The records section start

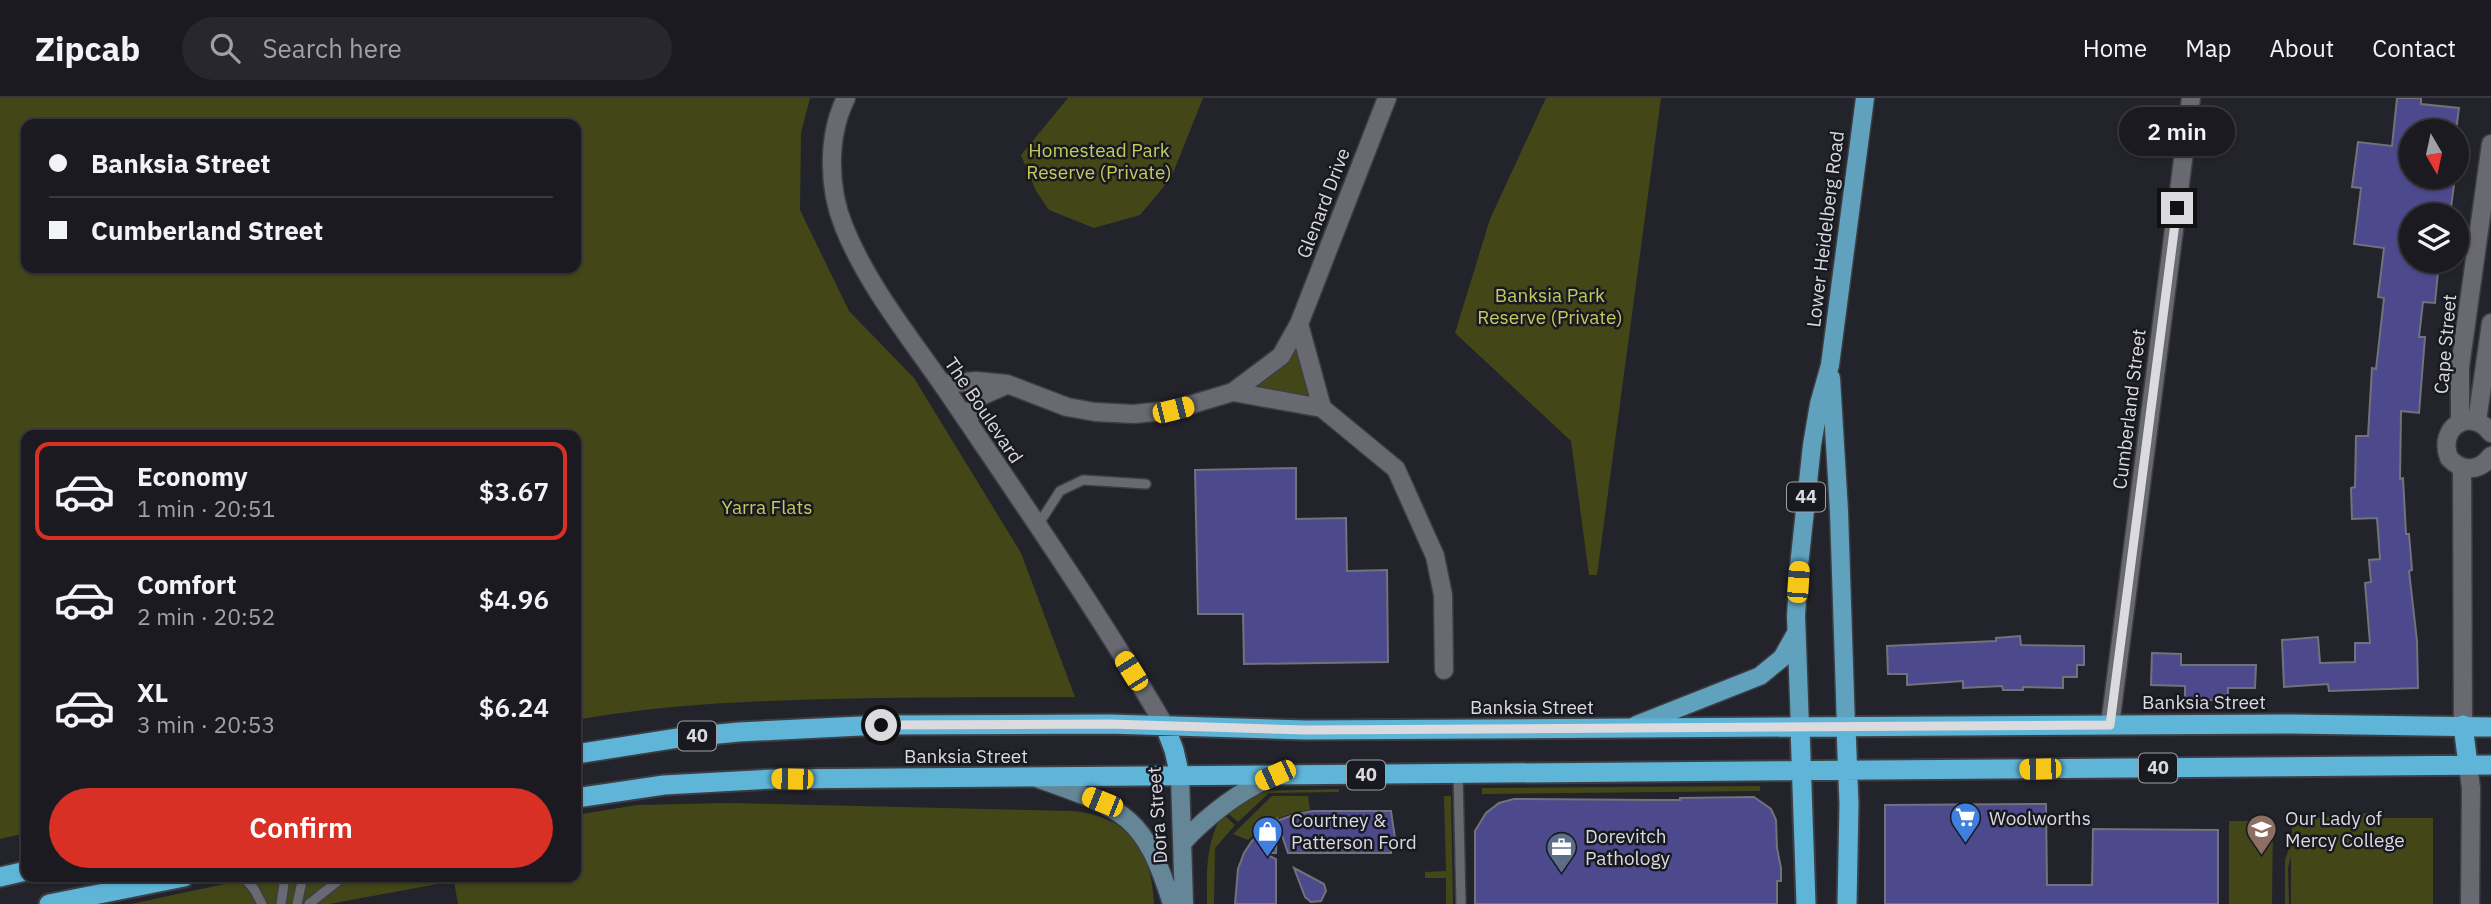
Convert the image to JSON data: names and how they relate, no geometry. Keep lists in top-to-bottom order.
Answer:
{
  "streets": {
    "highway": [
      "Lower Heidelberg Road",
      "44",
      "Banksia Street",
      "40",
      "Dora Street"
    ],
    "street": [
      "Glenard Drive",
      "Cape Street",
      "Cumberland Street",
      "The Boulevard"
    ]
  },
  "crossings": [
    ["Glenard Drive", "The Boulevard"],
    ["Lower Heidelberg Road", "Banksia Street"],
    ["Cumberland Street", "Banksia Street"],
    ["The Boulevard", "Banksia Street"],
    ["The Boulevard", "Dora Street"],
    ["Banksia Street", "Dora Street"]
  ],
  "parks": ["Homestead Park Reserve (Private)", "Banksia Park Reserve (Private)", "Yarra Flats"],
  "places": {
    "supermarket": ["Woolworths"],
    "school or university": ["Our Lady of Mercy College"],
    "shop": ["Courtney & Patterson Ford"],
    "office": ["Dorevitch Pathology"]
  },
  "north": "bottom",
  "page": {
    "header": "Zipcab",
    "search": "Search here",
    "nav": [
      "Home",
      "Map",
      "About",
      "Contact"
    ],
    "bubble": "2 min",
    "banner": ["Banksia Street", "Cumberland Street"],
    "list": [
      {
        "name": "Economy",
        "note": "1 min · 20:51",
        "value": "$3.67"
      },
      {
        "name": "Comfort",
        "note": "2 min · 20:52",
        "value": "$4.96"
      },
      {
        "name": "XL",
        "note": "3 min · 20:53",
        "value": "$6.24"
      }
    ],
    "buttons": "Confirm"
  }
}
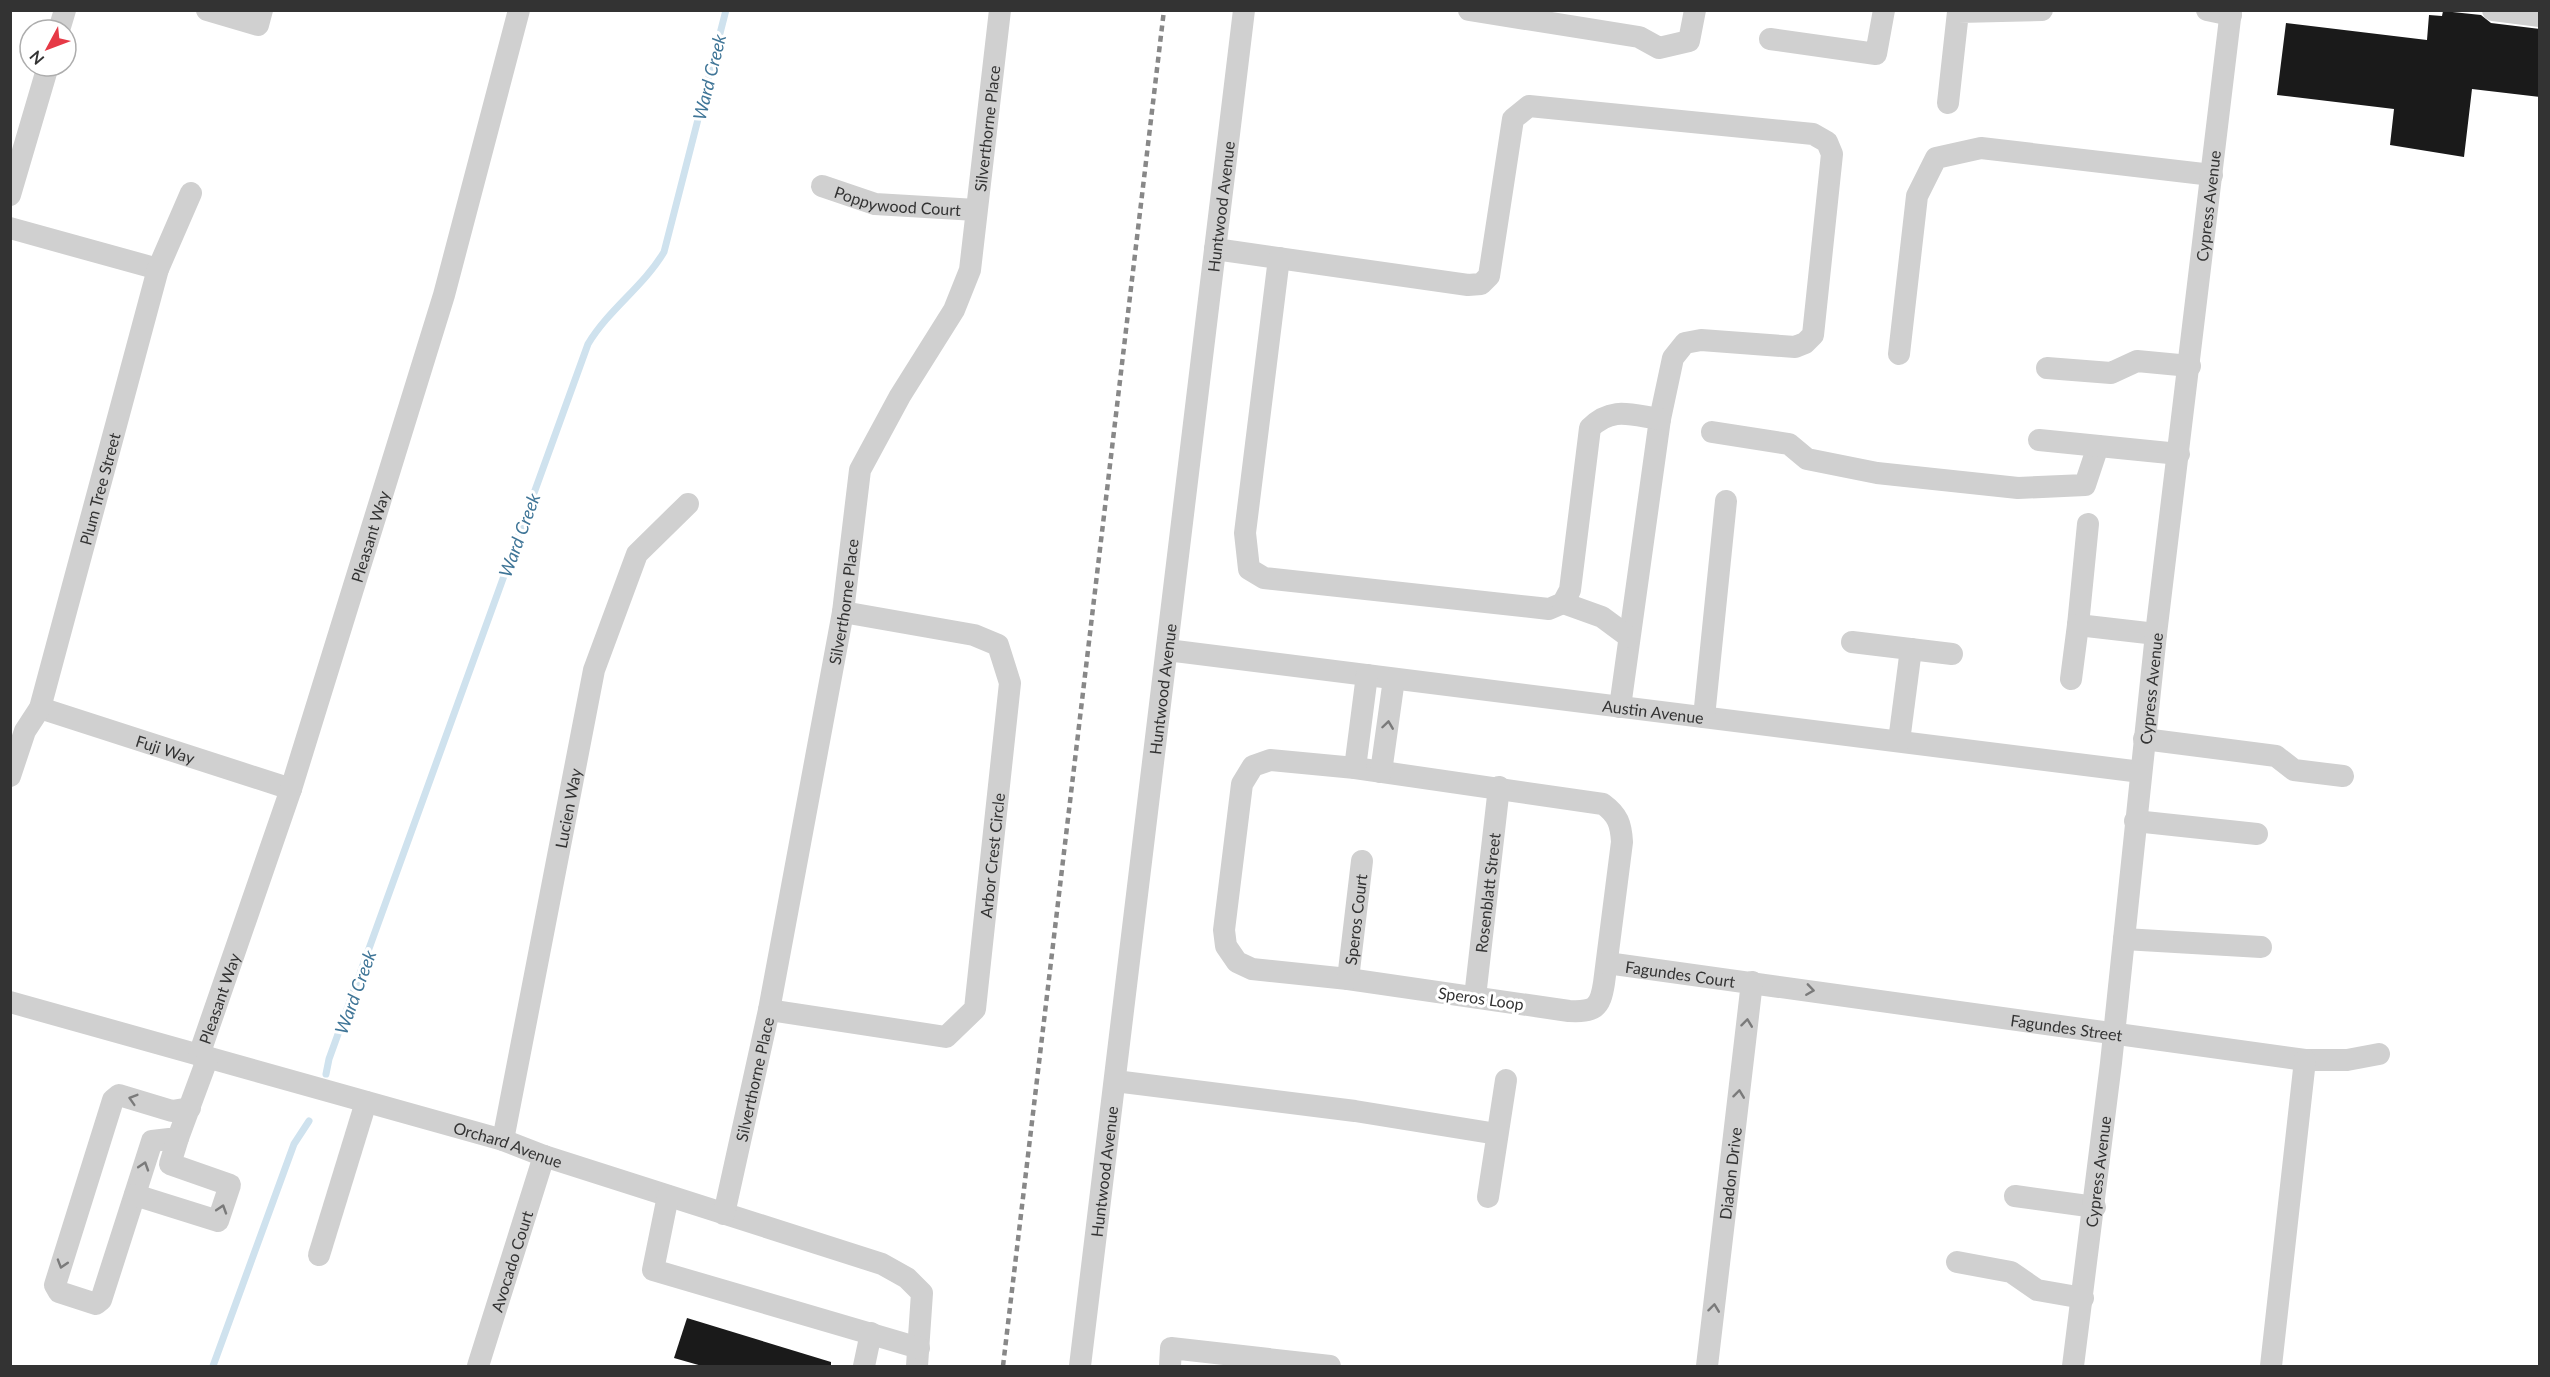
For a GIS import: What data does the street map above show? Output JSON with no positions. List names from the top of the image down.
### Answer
{
  "streets": {
    "street": [
      "Silverthorne Place",
      "Poppywood Court",
      "Huntwood Avenue",
      "Cypress Avenue",
      "Plum Tree Street",
      "Pleasant Way",
      "Austin Avenue",
      "Fuji Way",
      "Lucien Way",
      "Arbor Crest Circle",
      "Rosenblatt Street",
      "Speros Court",
      "Fagundes Court",
      "Speros Loop",
      "Fagundes Street",
      "Orchard Avenue",
      "Diadon Drive",
      "Avocado Court"
    ]
  },
  "crossings": [
    ["Silverthorne Place", "Poppywood Court"],
    ["Silverthorne Place", "Arbor Crest Circle"],
    ["Silverthorne Place", "Orchard Avenue"],
    ["Huntwood Avenue", "Austin Avenue"],
    ["Cypress Avenue", "Austin Avenue"],
    ["Cypress Avenue", "Fagundes Street"],
    ["Plum Tree Street", "Fuji Way"],
    ["Pleasant Way", "Fuji Way"],
    ["Pleasant Way", "Orchard Avenue"],
    ["Lucien Way", "Orchard Avenue"],
    ["Rosenblatt Street", "Speros Loop"],
    ["Speros Court", "Speros Loop"],
    ["Fagundes Court", "Speros Loop"],
    ["Fagundes Court", "Fagundes Street"],
    ["Fagundes Court", "Diadon Drive"],
    ["Fagundes Street", "Diadon Drive"],
    ["Orchard Avenue", "Avocado Court"]
  ],
  "one_way": ["Fagundes Street", "Diadon Drive"],
  "water": ["Ward Creek"],
  "north": "bottom left"
}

The records section end

Go through the data above and transcribe it in full, omitting any image.

Convert the image to JSON data: names and how they relate, no geometry. Keep lists in top-to-bottom order.
Answer:
{
  "streets": {
    "highway": [
      "Lower Heidelberg Road",
      "44",
      "Banksia Street",
      "40",
      "Dora Street"
    ],
    "street": [
      "Glenard Drive",
      "Cape Street",
      "Cumberland Street",
      "The Boulevard"
    ]
  },
  "crossings": [
    ["Glenard Drive", "The Boulevard"],
    ["Lower Heidelberg Road", "Banksia Street"],
    ["Cumberland Street", "Banksia Street"],
    ["The Boulevard", "Banksia Street"],
    ["The Boulevard", "Dora Street"],
    ["Banksia Street", "Dora Street"]
  ],
  "parks": ["Homestead Park Reserve (Private)", "Banksia Park Reserve (Private)", "Yarra Flats"],
  "places": {
    "supermarket": ["Woolworths"],
    "school or university": ["Our Lady of Mercy College"],
    "shop": ["Courtney & Patterson Ford"],
    "office": ["Dorevitch Pathology"]
  },
  "north": "bottom",
  "page": {
    "header": "Zipcab",
    "search": "Search here",
    "nav": [
      "Home",
      "Map",
      "About",
      "Contact"
    ],
    "bubble": "2 min",
    "banner": ["Banksia Street", "Cumberland Street"],
    "list": [
      {
        "name": "Economy",
        "note": "1 min · 20:51",
        "value": "$3.67"
      },
      {
        "name": "Comfort",
        "note": "2 min · 20:52",
        "value": "$4.96"
      },
      {
        "name": "XL",
        "note": "3 min · 20:53",
        "value": "$6.24"
      }
    ],
    "buttons": "Confirm"
  }
}
For a GIS import: What data does the street map above show? Output JSON with no positions. List names from the top of the image down.
### Answer
{
  "streets": {
    "street": [
      "Silverthorne Place",
      "Poppywood Court",
      "Huntwood Avenue",
      "Cypress Avenue",
      "Plum Tree Street",
      "Pleasant Way",
      "Austin Avenue",
      "Fuji Way",
      "Lucien Way",
      "Arbor Crest Circle",
      "Rosenblatt Street",
      "Speros Court",
      "Fagundes Court",
      "Speros Loop",
      "Fagundes Street",
      "Orchard Avenue",
      "Diadon Drive",
      "Avocado Court"
    ]
  },
  "crossings": [
    ["Silverthorne Place", "Poppywood Court"],
    ["Silverthorne Place", "Arbor Crest Circle"],
    ["Silverthorne Place", "Orchard Avenue"],
    ["Huntwood Avenue", "Austin Avenue"],
    ["Cypress Avenue", "Austin Avenue"],
    ["Cypress Avenue", "Fagundes Street"],
    ["Plum Tree Street", "Fuji Way"],
    ["Pleasant Way", "Fuji Way"],
    ["Pleasant Way", "Orchard Avenue"],
    ["Lucien Way", "Orchard Avenue"],
    ["Rosenblatt Street", "Speros Loop"],
    ["Speros Court", "Speros Loop"],
    ["Fagundes Court", "Speros Loop"],
    ["Fagundes Court", "Fagundes Street"],
    ["Fagundes Court", "Diadon Drive"],
    ["Fagundes Street", "Diadon Drive"],
    ["Orchard Avenue", "Avocado Court"]
  ],
  "one_way": ["Fagundes Street", "Diadon Drive"],
  "water": ["Ward Creek"],
  "north": "bottom left"
}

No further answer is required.